Alors elle enchaina les morceaux, retenant son souffle, revivant les moments les plus forts de son existence, son corps dans la salle de musique, son esprit à des années-lumière de ce lieu étrange.

Lorsqu'elle reposa le violon, Olympe perçut des mouvements dans sa vision périphérique. Elle releva la tête, apercevant Alphonse. Le petit garçon avait les yeux écarquillés et la bouche entre-ouverte. La princesse l'observa quelques secondes, ne sachant pas quoi dire, puis murmura son nom d'une voix pleine de douceur. Il s'enfuit, laissant la porte grande ouverte derrière lui. Comme dans un reflexe de grande sœur, Olympe partit à sa poursuite, appelant son nom. Elle le rattrapa à la cage d'escalier et l'attrapa par le bras pour qu'il s'arrête, ce qui n'était pas forcement sa meilleure idée. Le jeune garçon leva des yeux effrayés vers elle.

- Alphonse, s'exclama-t-elle. Je ne sais pas si tu comprends ce que je dis étant donné que j'ai vu les Fylis te parler en langue des signes et je me permets de te tutoyer. Cependant, je m'excuse. Sincèrement. Je suis consciente de t'avoir effrayé, ce qui n'était évidement pas mon but. Être enfermée à été une épreuve si intense et atroce que je devais m'enfuir.

Elle lâcha le bras du jeune garçon qui continuait de la fixer. Il hocha la tête et plongea sa tête contre son ventre, l'enlaçant de ses bras. Cette tendresse lui rappelait beaucoup Zéphyr et lui serra le cœur. Son frère lui manquait.

- Merci pour la musique, articula difficilement Alphonse. Merci reine Olympe.
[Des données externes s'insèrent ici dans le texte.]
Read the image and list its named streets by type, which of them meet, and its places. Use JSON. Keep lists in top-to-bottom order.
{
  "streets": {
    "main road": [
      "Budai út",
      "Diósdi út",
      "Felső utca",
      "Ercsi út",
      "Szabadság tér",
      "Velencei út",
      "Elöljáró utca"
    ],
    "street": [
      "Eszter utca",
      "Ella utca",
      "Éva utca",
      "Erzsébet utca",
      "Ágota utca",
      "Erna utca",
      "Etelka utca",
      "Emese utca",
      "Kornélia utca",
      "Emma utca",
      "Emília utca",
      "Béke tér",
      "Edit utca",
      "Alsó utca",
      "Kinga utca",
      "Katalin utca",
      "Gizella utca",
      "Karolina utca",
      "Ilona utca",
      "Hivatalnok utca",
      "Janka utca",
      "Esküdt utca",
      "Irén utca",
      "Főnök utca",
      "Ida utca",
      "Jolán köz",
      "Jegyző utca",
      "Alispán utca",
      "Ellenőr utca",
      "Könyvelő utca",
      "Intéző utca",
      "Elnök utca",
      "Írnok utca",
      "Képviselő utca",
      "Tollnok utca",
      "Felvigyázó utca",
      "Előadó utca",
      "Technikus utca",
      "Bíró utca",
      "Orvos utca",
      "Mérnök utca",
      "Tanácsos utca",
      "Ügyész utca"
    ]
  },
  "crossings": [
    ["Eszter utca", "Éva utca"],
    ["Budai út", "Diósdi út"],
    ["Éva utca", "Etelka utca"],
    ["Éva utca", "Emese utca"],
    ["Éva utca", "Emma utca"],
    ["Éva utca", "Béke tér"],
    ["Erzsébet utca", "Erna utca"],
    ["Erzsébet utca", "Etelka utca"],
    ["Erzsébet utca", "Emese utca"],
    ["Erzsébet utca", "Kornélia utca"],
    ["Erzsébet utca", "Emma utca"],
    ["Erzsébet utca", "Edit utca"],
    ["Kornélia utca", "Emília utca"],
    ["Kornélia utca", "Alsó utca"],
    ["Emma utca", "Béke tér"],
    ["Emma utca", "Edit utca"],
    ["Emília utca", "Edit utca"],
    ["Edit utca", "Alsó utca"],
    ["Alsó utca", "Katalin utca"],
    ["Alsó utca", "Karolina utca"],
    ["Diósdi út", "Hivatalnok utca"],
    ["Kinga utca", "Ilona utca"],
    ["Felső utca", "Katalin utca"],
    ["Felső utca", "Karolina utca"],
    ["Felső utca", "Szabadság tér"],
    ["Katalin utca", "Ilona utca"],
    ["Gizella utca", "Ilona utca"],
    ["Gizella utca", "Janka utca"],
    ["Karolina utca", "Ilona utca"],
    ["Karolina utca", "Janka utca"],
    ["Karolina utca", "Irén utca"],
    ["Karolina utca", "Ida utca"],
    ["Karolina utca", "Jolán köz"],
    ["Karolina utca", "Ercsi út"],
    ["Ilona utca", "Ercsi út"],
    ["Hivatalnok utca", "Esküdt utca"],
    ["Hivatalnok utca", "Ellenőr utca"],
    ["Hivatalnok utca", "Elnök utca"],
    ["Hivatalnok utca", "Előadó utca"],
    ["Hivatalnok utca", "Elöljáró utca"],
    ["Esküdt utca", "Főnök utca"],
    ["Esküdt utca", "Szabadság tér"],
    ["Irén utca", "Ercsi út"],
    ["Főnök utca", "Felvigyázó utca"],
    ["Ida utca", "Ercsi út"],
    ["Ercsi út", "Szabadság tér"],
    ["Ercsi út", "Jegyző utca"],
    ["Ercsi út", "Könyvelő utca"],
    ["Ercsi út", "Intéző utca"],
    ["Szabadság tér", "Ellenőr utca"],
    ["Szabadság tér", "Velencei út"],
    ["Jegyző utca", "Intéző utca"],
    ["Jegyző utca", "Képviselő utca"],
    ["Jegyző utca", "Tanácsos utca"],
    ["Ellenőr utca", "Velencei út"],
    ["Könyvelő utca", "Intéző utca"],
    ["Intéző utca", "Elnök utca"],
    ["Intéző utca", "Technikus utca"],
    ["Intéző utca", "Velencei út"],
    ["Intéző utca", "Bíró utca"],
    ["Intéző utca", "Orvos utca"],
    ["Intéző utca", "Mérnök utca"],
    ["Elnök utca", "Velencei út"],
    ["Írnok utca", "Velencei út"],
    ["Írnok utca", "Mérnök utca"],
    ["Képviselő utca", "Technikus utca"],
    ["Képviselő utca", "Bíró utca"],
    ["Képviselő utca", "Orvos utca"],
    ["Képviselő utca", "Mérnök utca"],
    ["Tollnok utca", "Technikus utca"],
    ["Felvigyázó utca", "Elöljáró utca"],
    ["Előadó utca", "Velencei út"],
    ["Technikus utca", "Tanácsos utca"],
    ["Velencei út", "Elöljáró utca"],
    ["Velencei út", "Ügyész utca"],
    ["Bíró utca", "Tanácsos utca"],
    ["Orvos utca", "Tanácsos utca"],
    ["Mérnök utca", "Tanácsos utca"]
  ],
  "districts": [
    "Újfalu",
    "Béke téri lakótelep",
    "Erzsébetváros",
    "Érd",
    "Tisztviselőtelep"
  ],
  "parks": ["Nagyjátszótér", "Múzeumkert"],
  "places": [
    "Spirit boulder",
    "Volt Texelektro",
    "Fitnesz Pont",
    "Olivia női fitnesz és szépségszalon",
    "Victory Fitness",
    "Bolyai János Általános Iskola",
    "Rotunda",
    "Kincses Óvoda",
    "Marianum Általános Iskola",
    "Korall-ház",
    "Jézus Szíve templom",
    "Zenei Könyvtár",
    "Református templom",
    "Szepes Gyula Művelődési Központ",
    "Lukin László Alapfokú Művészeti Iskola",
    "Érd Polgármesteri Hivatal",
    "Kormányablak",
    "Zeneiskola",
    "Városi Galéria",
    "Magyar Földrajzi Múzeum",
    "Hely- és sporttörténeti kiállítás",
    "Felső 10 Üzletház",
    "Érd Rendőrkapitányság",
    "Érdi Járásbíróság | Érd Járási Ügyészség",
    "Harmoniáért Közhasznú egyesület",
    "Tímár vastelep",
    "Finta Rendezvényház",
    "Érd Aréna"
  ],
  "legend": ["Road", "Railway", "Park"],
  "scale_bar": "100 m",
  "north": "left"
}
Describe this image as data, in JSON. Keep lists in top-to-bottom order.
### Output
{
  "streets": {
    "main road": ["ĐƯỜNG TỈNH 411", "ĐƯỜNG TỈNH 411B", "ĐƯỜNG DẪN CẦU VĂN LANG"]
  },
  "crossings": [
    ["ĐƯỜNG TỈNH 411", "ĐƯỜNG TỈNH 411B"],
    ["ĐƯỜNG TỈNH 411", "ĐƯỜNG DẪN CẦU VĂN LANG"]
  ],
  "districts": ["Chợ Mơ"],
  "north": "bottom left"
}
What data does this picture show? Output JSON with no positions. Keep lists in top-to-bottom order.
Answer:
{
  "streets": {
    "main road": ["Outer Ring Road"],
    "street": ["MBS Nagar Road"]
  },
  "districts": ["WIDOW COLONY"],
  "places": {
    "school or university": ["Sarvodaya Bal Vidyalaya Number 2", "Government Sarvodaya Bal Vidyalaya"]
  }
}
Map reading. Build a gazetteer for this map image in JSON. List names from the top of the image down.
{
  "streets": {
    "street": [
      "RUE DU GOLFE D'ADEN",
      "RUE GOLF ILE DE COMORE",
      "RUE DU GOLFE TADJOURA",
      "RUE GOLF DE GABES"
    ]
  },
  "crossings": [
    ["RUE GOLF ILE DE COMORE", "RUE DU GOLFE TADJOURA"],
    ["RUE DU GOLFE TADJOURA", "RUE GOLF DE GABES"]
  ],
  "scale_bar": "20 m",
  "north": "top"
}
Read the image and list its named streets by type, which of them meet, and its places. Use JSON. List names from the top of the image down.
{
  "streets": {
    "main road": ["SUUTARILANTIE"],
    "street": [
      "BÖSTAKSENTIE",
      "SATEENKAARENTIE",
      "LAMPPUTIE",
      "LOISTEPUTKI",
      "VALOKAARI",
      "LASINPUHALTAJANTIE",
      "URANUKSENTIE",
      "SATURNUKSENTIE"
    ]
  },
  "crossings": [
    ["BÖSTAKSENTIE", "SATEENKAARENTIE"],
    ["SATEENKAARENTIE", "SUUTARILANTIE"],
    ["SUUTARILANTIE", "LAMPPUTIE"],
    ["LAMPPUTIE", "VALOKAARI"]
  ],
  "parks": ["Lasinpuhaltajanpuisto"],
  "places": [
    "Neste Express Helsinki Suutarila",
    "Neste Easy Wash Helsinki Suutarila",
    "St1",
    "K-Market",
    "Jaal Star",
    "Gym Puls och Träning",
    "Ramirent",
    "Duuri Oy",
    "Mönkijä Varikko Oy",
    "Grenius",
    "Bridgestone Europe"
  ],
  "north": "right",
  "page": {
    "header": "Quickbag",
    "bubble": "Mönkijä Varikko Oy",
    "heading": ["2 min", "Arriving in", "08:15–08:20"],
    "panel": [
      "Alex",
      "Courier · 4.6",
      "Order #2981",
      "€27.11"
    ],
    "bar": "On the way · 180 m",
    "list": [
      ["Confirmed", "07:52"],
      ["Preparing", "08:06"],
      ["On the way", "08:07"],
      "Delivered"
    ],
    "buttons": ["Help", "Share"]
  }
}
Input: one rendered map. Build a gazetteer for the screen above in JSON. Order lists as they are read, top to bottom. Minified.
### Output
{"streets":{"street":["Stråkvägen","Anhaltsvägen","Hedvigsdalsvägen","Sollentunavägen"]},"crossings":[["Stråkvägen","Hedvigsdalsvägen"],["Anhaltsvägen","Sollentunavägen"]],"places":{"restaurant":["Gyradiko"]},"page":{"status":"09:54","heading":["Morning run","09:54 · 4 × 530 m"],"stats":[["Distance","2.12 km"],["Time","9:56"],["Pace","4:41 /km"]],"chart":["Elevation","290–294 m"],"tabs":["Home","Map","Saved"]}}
Puis il la lâcha et gravit les escaliers en courant, manquant de percuter Victor qui descendait. Incrédule, Olympe fixa le Fylis. Alphonse venait-il réellement de parler ? L'avait-il vraiment appelée « reine Olympe » ? Victor approcha de la princesse et ria :

- Eh bien princesse, t'as réussi l'exploit d'apprivoiser Alphonse. C'est pas tout le monde ici qui peut dire pareil. Moi-même j'ai du mal parfois. Mais c'est un bon gosse, il est juste un peu dérangé par son passé. Il avait une place importante avant et l'avoir parmi nous cause quelques soucis au clan. Mais c'est un Fylis donc on l'protège, c'est la règle. Lui est Daph' se sont échappés il y a quelques années de la foret dense, on les a retrouvé dans le désert alors qu'on rentrait de mission. Comme certains d'entre nous étaient blessés et qu'ils étaient assoiffés, on a fait un marché. Leur vie en échange de notre sauvetage. Daph' savait déjà coudre à ce moment et Saphir était sacrément amoché à la jambe droite. Elle l'a soigné on leur a offert un toit et une protection. Puis comme on les aimait bien, et qu'eux aussi, on s'est adopté. Le gamin a jamais parlé. On connait pas le son de sa voix nous non plus donc t'en fais pas s'il te dit rien.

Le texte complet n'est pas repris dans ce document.